FMRIB Cluster (Jalapeno)
FMRIB hosts a small scale HPC facility with interactive, visualisation capable servers - instructions on suitability and usage
Introduction
The FMRIB IT department provide several interactive servers and a compute farm for you to use for your analysis. The machines and their uses are detailed below.
High-level overview
- 16 GB per core queued job cluster
- K-series NIVIDIA CUDA GPU cards
- Interactive use nodes, one with 1.25TB RAM
- ca 0.5PB NFS storage
- LTO8 tape archive facilities
Interactive and cluster submission computers
Jalapeno.fmrib.ox.ac.uk/jalapeno.cluster.fmrib.ox.ac.uk (internal networks)
This is our general purpose Linux computer, available to connect to via SSH from a University network. External to the University, use a VPN connection.
Appropriate uses:
- Submitting jobs to the grid engine computing cluster
- Looking at analysis results, e.g. FEAT reports, FSLView
- Graphical desktop sessions using VNC
- The number of connections is limited - please don't leave them running if you don't need them for more than a day or two.
Jalapeno must not be used to do computationally intensive tasks - use the cluster or another machine. For example we do not allow (and actively prevent) the use of MATLAB on this machine.
As this machine is our public facing computer it needs to be kept up-to-date with security updates, so this machine will be rebooted on a regular basis (as required by the updates necessary). The maintenance window is the second Tuesday of the month, 9-10am, unless a pressing security need requires more urgent action. The machine should be considered at risk during this period, but we aim to advise in advance of any required reboot.
Jalapeno00.cluster.fmrib.ox.ac.uk
This is our medium-memory (128GB) general purpose computer. Access to this machine from outside of the FMRIB network is via VPN or via a jalapeno SSH Appropriate uses:
-
Interactive MATLAB sessions:
-
Where possible MATLAB processing should be done on the cluster using the interactive queues or, preferably, the work should be scripted such that you can submit to the normal queues.
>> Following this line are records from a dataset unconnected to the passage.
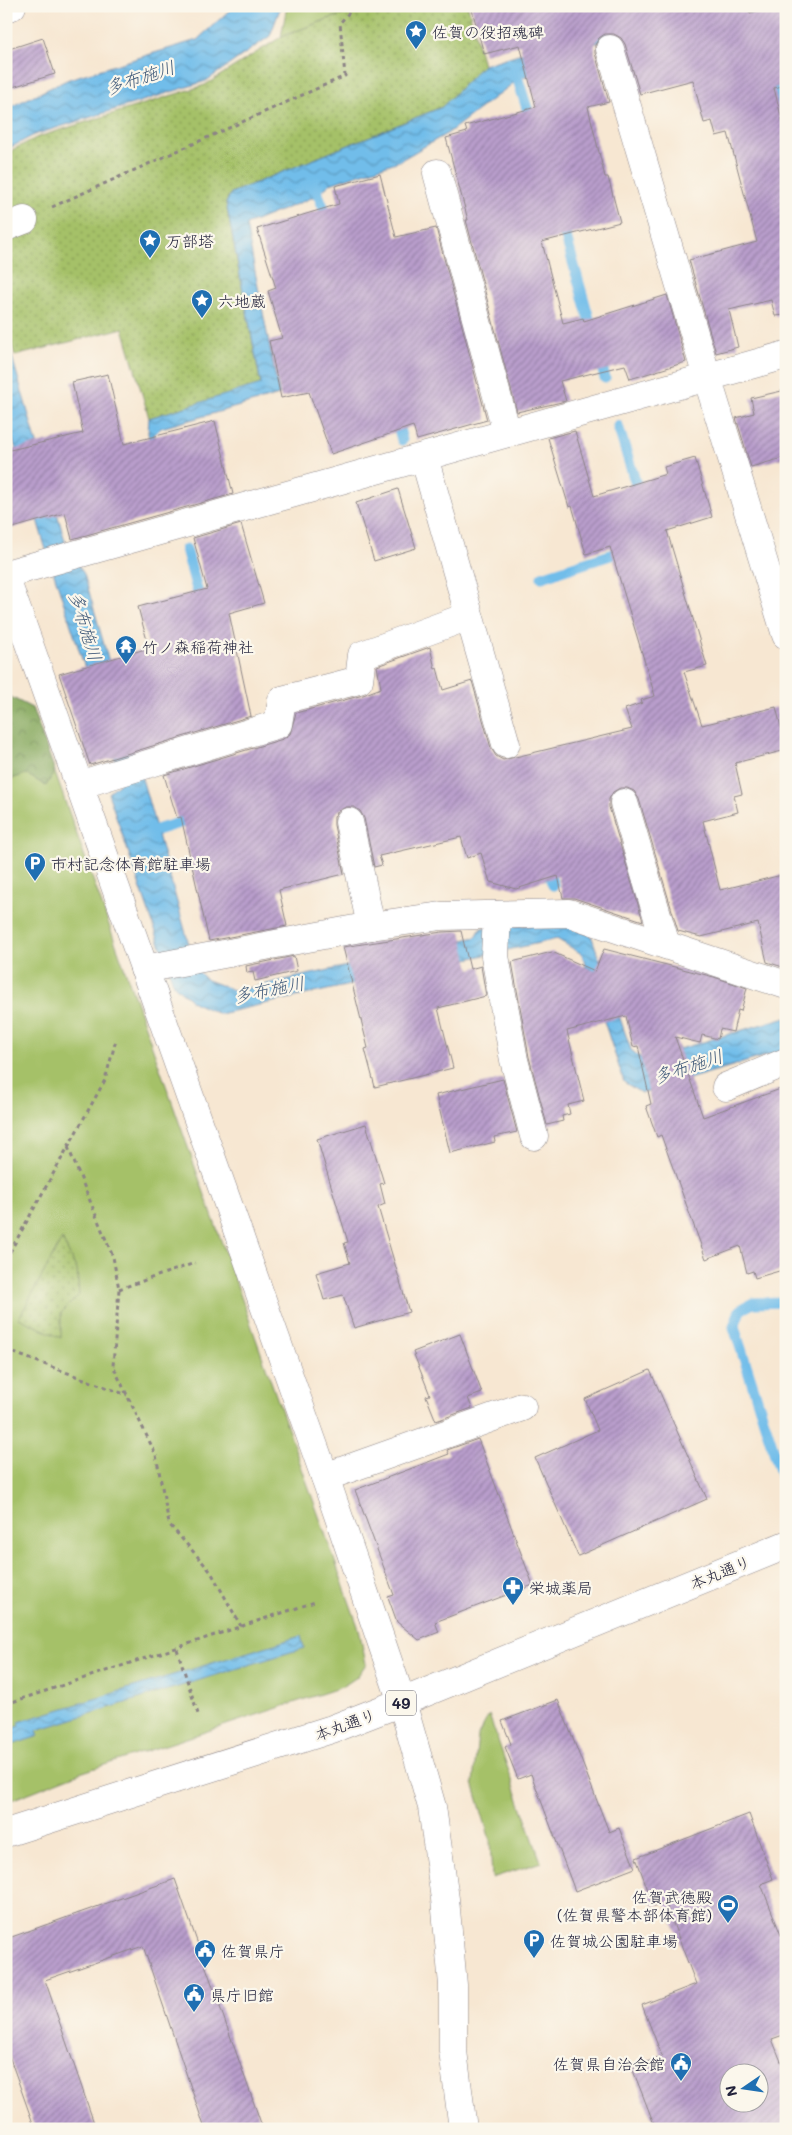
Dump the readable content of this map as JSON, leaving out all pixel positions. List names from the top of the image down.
{
  "streets": {
    "street": ["本丸通り", "49"]
  },
  "water": ["多布施川"],
  "places": {
    "place": ["佐賀の役招魂碑", "万部塔", "六地蔵"],
    "temple": ["竹ノ森稲荷神社"],
    "parking": ["市村記念体育館駐車場", "佐賀城公園駐車場"],
    "pharmacy": ["栄城薬局"],
    "sports": ["佐賀武徳殿 (佐賀県警本部体育館)"],
    "public building": ["佐賀県庁", "県庁旧館", "佐賀県自治会館"]
  },
  "north": "left"
}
However, where you have an interactive task that is likely to take a long time you may use this machine.
-
This is a shared computer, so anything requiring a large amount of memory (>8GB) should be run elsewhere (interactive queues, or scripted/compiled and using the normal queues) We would also recommend that any long running process should take steps to save intermediate results - we cannot guarantee 100% up time from any computer.
-
-
-
Normally you would use Jalapeno, but submission is also possible from this machine (for example, perhaps from a workflow that involves MATLAB).
-
-
-
If you have a long running process that can't run on the cluster use this machine as it will be need to be restarted much less regularly than jalapeno.
-
As this machine is not public facing, updates will be installed on a less aggressive schedule. Consequently, the machine will need to be rebooted much less frequently than Jalapeno.
Jalapeno18.cluster.fmrib.ox.ac.uk
This is our high-memory (1.25TB) general purpose computer. Access to this machine from outside of the FMRIB network is via VPN or via a jalapeno SSH Appropriate uses:
-
Interactive MATLAB sessions:
-
Where possible MATLAB processing should be done on the cluster using the interactive queues or, preferably, the work should be scripted such that you can submit to the normal queues. However, where you have an interactive task that is likely to take a long time you may use this machine.
-
This is a shared computer, provided for large memory tasks. Please use jalapeno00 for more general interactive compute tasks. We would also recommend that any long running process should take steps to save intermediate results - we cannot guarantee 100% up time from any computer.
-
-
-
Normally you would use Jalapeno, but submission is also possible from this machine (for example, perhaps from a workflow that involves MATLAB).
-
-
-
If you have a long running process that can't run on the cluster use this machine as it will be need to be restarted much less regularly than jalapeno.
-
As this machine is not public facing, updates will be installed on a less aggressive schedule. Consequently, the machine will need to be rebooted much less frequently than Jalapeno.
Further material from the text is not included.